§ To do
Across the listing below, count every line where the string "from" appears, then give only the count.

§ Source material
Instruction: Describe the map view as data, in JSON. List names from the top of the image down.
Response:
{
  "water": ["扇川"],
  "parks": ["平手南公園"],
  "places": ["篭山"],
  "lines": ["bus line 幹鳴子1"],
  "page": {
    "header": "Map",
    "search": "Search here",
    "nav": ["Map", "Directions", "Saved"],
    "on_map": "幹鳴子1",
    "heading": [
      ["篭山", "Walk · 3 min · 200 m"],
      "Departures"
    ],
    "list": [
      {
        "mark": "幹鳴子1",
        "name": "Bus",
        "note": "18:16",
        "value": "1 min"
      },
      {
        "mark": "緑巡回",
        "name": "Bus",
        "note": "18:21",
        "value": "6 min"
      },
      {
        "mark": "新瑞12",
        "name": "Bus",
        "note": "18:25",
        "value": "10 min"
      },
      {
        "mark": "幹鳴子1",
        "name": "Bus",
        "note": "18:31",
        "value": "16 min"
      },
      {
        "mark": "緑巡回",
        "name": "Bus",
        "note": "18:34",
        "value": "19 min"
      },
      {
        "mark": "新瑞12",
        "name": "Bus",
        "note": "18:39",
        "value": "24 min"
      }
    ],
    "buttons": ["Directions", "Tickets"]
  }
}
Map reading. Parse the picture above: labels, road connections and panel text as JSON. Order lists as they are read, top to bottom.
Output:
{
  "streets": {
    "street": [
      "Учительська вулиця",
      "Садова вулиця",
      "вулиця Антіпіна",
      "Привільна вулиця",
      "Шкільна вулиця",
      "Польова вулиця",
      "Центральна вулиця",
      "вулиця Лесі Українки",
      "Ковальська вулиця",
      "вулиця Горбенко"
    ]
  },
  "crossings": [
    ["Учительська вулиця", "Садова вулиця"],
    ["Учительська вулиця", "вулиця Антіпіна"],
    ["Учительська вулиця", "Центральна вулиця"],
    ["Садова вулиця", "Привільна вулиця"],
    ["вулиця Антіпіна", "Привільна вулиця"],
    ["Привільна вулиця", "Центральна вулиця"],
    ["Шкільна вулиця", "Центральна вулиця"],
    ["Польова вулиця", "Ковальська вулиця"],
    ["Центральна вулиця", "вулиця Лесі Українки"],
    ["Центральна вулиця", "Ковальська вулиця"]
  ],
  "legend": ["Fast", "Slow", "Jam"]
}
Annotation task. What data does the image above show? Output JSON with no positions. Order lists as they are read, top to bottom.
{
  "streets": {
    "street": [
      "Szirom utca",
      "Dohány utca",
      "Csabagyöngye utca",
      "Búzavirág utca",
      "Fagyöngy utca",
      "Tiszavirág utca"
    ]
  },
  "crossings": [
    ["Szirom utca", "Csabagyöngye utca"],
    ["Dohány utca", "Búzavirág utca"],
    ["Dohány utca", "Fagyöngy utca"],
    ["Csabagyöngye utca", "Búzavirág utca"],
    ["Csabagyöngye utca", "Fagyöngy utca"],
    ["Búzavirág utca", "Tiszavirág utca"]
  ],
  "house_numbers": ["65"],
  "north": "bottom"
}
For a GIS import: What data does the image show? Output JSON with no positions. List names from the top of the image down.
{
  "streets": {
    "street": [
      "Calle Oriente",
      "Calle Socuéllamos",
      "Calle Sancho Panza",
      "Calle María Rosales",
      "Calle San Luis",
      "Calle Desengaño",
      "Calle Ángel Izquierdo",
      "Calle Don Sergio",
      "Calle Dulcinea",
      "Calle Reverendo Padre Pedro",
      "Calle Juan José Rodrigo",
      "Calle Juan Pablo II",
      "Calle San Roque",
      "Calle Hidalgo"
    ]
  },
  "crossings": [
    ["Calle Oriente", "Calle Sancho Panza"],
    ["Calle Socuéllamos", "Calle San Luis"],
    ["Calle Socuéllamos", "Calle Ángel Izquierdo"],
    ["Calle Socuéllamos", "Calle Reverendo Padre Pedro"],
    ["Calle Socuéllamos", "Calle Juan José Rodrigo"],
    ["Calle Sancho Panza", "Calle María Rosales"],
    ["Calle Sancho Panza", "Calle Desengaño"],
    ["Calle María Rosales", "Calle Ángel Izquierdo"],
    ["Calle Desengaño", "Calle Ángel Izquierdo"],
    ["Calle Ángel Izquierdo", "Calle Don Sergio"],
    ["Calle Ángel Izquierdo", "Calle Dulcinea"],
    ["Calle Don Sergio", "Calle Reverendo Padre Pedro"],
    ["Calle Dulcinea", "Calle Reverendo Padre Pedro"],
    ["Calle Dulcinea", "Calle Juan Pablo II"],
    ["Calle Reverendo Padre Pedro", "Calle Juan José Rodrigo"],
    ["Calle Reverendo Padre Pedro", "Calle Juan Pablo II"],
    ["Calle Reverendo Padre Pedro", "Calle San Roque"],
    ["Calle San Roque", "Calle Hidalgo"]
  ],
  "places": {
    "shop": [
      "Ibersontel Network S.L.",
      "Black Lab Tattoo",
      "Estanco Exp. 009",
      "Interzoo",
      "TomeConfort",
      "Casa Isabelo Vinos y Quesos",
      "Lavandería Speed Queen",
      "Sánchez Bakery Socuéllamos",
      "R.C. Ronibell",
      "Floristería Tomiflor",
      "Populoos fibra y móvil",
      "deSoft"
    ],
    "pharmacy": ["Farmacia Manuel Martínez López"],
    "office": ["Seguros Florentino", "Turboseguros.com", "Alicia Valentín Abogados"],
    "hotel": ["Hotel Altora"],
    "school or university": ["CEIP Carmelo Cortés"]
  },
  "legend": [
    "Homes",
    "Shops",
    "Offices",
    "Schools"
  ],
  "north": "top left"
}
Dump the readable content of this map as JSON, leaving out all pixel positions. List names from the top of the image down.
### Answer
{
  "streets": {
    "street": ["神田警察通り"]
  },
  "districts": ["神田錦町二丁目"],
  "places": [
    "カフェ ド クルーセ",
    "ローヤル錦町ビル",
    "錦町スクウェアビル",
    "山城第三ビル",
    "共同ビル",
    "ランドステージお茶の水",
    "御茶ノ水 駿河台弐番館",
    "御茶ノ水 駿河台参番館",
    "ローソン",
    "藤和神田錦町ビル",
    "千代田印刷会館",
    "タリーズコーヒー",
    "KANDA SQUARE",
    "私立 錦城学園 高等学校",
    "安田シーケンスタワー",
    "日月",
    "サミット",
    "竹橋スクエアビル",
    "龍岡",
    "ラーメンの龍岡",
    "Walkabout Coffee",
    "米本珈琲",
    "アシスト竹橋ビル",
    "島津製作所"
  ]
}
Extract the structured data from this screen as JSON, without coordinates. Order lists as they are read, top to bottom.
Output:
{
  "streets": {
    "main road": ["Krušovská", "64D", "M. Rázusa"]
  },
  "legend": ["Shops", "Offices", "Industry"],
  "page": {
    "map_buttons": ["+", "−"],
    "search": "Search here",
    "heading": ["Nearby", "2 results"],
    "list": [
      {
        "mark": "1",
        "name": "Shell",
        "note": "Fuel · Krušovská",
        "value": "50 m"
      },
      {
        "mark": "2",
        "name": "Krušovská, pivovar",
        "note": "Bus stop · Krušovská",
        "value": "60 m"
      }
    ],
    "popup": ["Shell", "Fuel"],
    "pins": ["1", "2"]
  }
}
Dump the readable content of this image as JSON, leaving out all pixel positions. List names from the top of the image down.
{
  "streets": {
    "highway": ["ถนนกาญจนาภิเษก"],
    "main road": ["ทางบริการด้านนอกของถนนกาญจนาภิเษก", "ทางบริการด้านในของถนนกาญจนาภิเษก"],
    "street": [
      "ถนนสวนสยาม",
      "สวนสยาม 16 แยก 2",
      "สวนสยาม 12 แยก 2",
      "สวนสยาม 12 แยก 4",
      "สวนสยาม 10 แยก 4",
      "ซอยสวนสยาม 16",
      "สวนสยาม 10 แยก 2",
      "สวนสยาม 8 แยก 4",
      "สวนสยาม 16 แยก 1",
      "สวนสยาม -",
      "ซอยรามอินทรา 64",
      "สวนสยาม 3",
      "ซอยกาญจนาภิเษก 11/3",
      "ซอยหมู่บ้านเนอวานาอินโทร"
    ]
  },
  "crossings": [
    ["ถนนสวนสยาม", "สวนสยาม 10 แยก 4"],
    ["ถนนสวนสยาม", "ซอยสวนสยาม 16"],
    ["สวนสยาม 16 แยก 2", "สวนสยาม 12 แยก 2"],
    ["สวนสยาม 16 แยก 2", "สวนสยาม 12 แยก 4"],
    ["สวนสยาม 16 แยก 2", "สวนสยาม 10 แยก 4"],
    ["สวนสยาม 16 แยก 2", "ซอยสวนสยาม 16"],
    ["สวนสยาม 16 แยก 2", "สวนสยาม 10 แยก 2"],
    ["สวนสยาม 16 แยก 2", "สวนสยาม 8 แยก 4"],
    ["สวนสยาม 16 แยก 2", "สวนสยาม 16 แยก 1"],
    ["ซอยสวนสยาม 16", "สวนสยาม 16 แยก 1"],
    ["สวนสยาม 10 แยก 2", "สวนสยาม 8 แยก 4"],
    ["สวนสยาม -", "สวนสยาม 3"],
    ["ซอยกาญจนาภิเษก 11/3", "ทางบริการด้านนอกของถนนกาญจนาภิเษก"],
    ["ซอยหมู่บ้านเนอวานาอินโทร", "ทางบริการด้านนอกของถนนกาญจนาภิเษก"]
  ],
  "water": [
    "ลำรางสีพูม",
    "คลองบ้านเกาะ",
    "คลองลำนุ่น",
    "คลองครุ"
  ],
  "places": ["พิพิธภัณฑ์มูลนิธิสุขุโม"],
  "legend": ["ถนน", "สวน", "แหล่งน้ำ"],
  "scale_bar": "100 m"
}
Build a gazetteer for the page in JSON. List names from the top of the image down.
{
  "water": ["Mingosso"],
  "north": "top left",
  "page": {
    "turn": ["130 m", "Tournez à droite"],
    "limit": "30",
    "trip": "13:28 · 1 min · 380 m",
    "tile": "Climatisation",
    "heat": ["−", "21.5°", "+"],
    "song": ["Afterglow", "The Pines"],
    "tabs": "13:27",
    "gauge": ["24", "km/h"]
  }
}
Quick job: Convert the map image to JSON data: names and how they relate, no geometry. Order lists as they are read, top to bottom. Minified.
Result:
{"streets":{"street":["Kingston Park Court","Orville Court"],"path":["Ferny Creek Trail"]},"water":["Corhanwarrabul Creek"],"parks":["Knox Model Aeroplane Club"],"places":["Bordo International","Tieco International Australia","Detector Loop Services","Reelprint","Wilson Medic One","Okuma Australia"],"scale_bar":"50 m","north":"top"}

§ Written response
6